[Dataset entries]
***

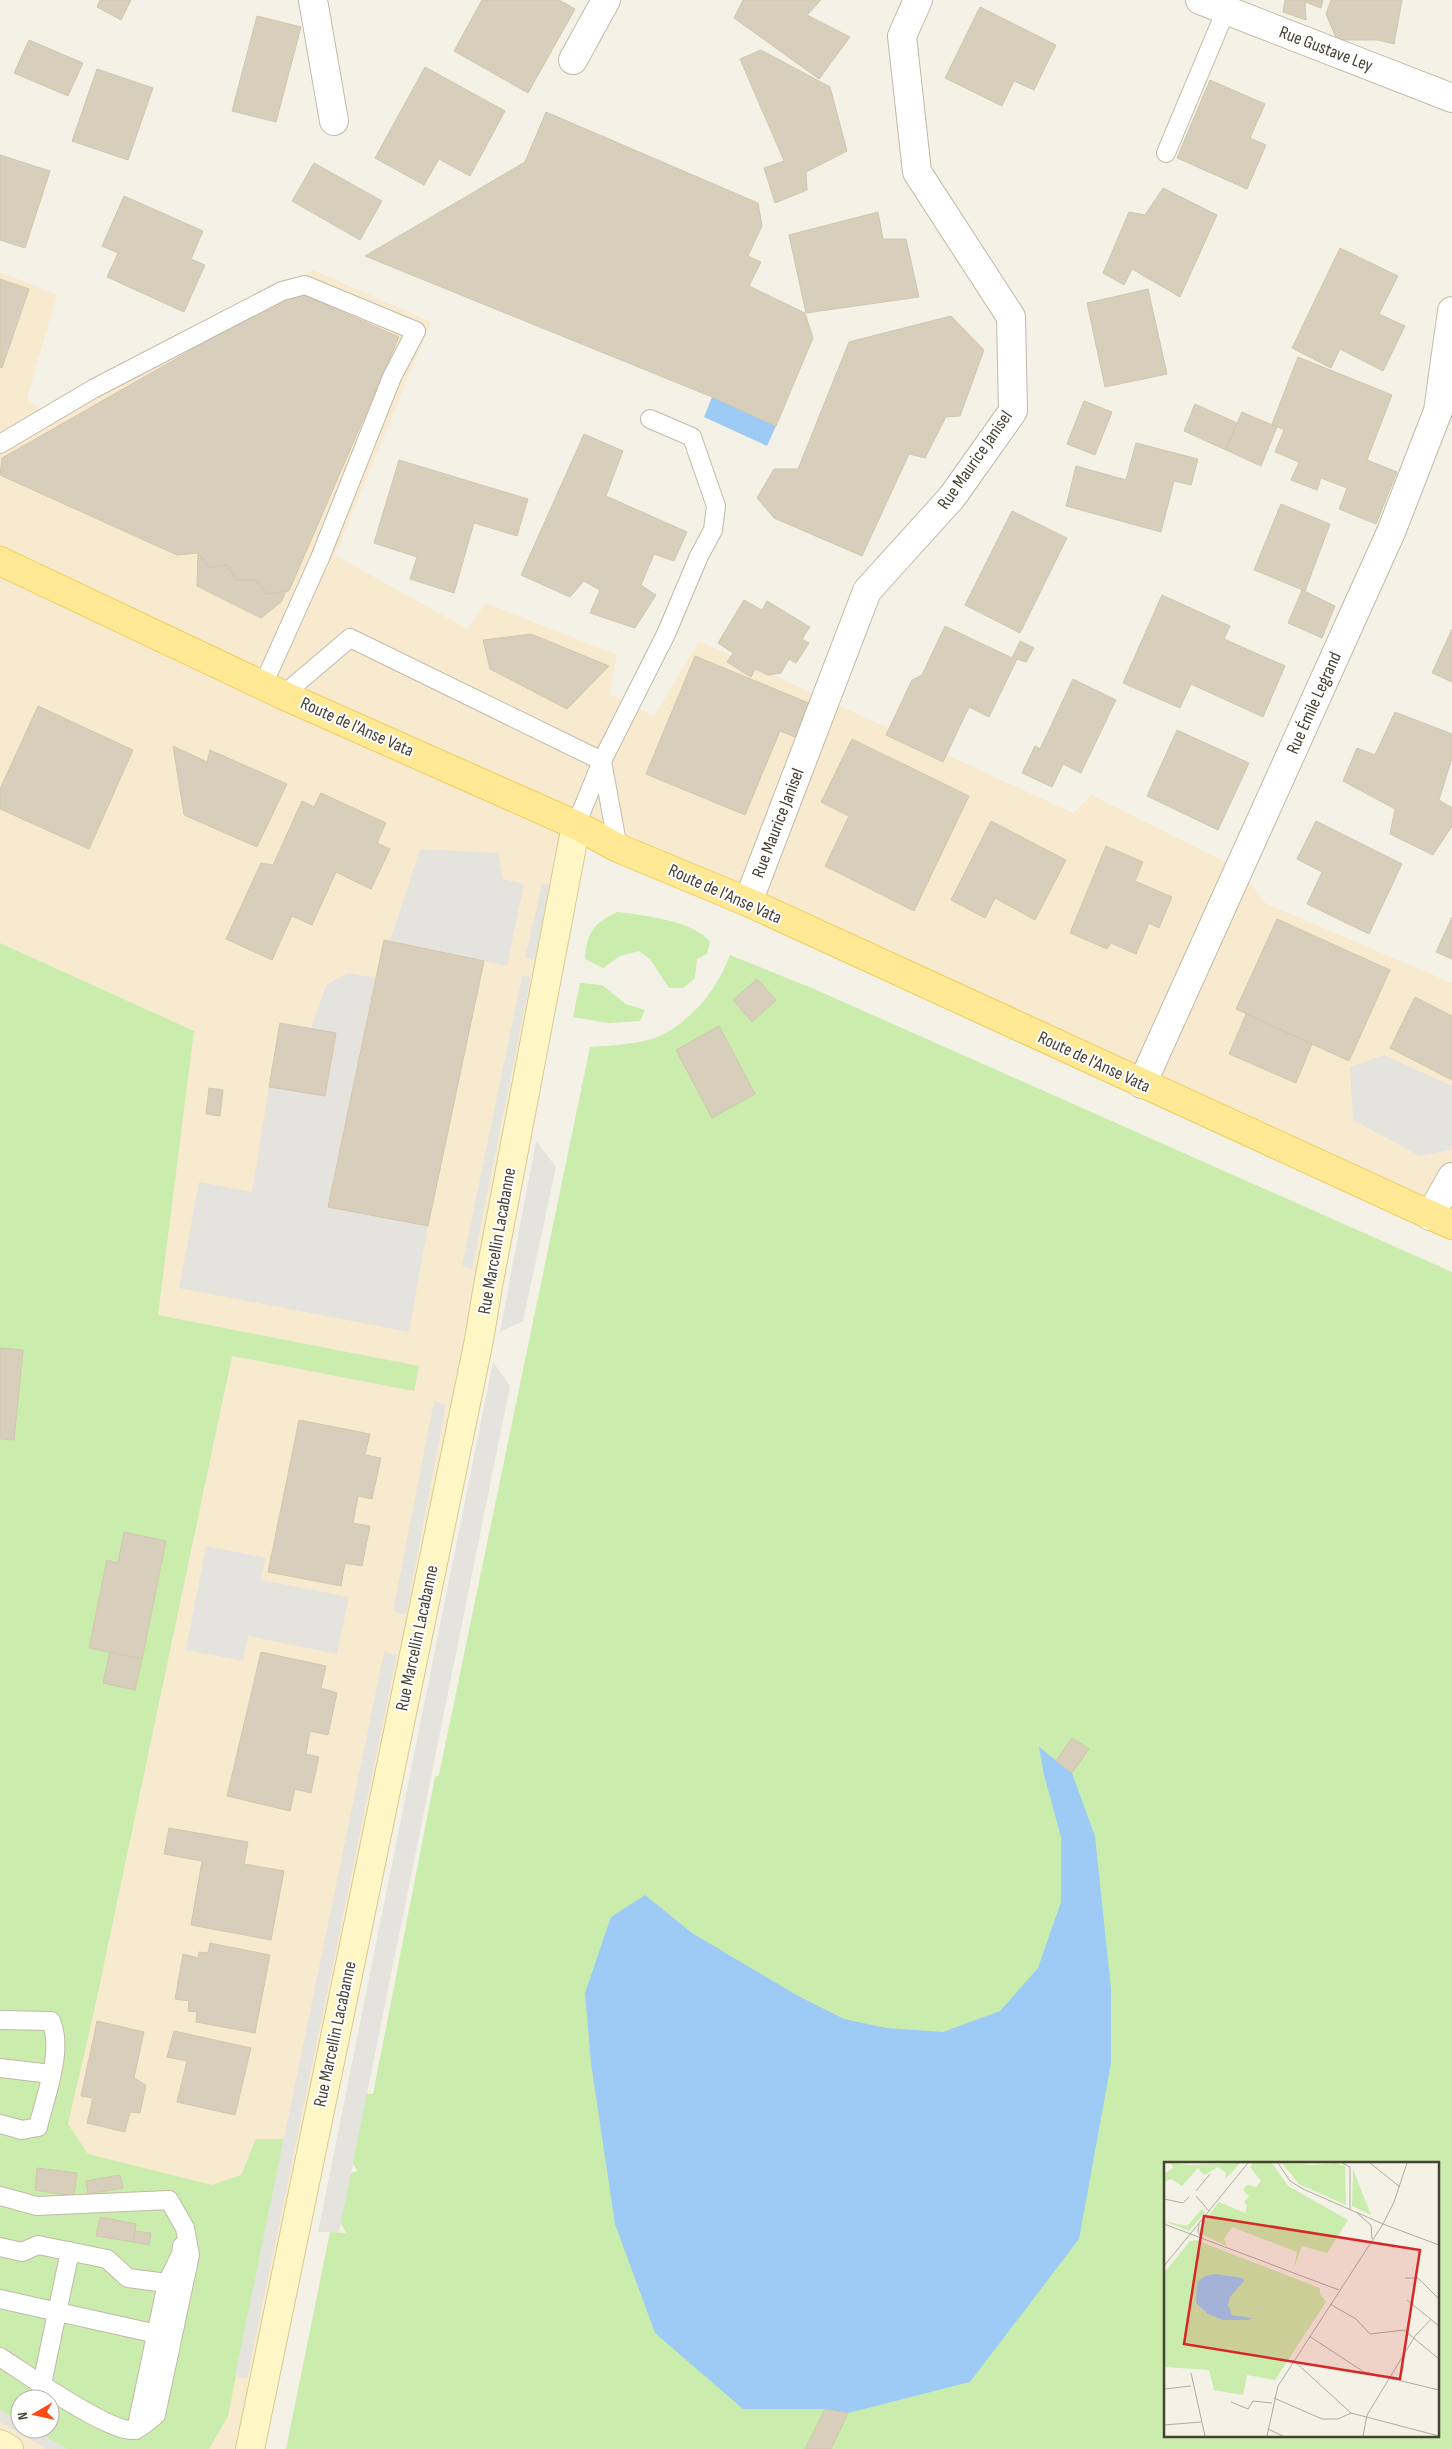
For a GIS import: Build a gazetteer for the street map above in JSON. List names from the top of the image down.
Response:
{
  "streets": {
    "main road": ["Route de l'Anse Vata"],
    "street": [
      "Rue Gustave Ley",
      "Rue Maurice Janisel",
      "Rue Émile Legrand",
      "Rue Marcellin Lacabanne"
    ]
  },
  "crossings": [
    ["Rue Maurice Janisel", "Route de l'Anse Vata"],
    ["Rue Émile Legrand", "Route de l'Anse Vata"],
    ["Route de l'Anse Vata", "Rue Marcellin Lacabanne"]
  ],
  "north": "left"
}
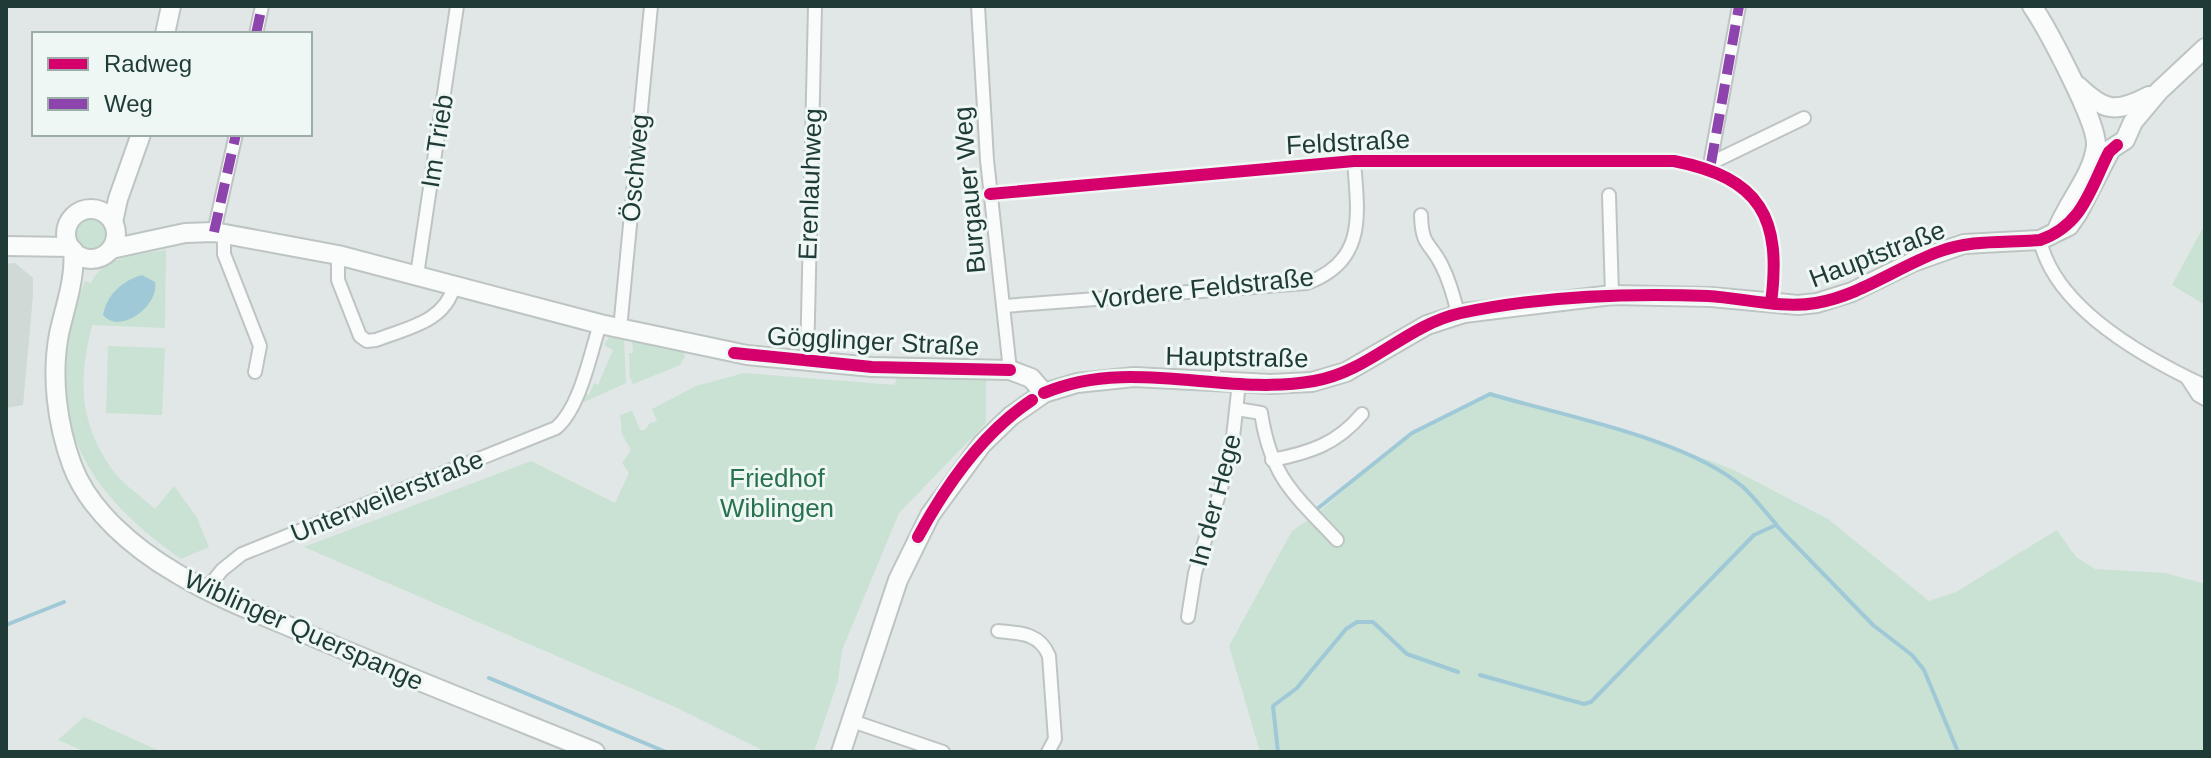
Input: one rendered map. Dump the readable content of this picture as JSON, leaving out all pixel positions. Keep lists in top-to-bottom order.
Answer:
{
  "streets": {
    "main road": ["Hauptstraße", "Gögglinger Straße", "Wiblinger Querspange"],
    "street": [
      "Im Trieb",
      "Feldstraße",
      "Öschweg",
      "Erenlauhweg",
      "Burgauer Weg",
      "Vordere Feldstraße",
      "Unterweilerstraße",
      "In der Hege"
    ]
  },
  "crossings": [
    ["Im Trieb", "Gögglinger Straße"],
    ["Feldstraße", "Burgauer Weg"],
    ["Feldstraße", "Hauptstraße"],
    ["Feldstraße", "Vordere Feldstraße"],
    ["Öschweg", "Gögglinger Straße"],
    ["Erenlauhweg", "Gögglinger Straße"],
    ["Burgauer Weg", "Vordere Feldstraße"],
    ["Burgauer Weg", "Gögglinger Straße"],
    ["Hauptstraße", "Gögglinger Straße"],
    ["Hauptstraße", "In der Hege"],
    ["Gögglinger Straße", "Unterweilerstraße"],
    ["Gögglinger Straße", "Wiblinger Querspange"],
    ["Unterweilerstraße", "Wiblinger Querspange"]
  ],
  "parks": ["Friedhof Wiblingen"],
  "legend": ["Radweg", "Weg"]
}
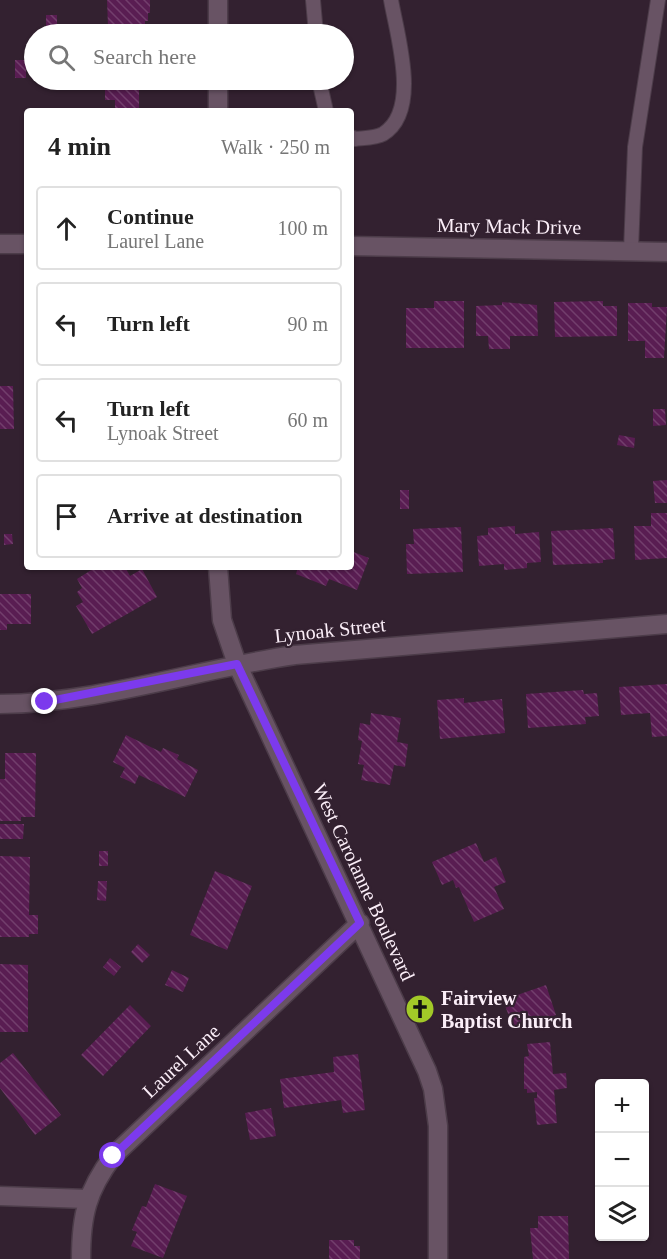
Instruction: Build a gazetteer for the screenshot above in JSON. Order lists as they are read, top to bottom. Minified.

***

> [Work order]: Starting with the first line of the data above, write out each line exactly up to and including the line that holds "Input: one rendered". Pictures stay out.

> [Response box]:
For a GIS import: Build a gazetteer for the street map above in JSON. List names from the top of the image down.
Response:
{
  "streets": {
    "main road": ["Route de l'Anse Vata"],
    "street": [
      "Rue Gustave Ley",
      "Rue Maurice Janisel",
      "Rue Émile Legrand",
      "Rue Marcellin Lacabanne"
    ]
  },
  "crossings": [
    ["Rue Maurice Janisel", "Route de l'Anse Vata"],
    ["Rue Émile Legrand", "Route de l'Anse Vata"],
    ["Route de l'Anse Vata", "Rue Marcellin Lacabanne"]
  ],
  "north": "left"
}
Input: one rendered map. Dump the readable content of this picture as JSON, leaving out all pixel positions. Keep lists in top-to-bottom order.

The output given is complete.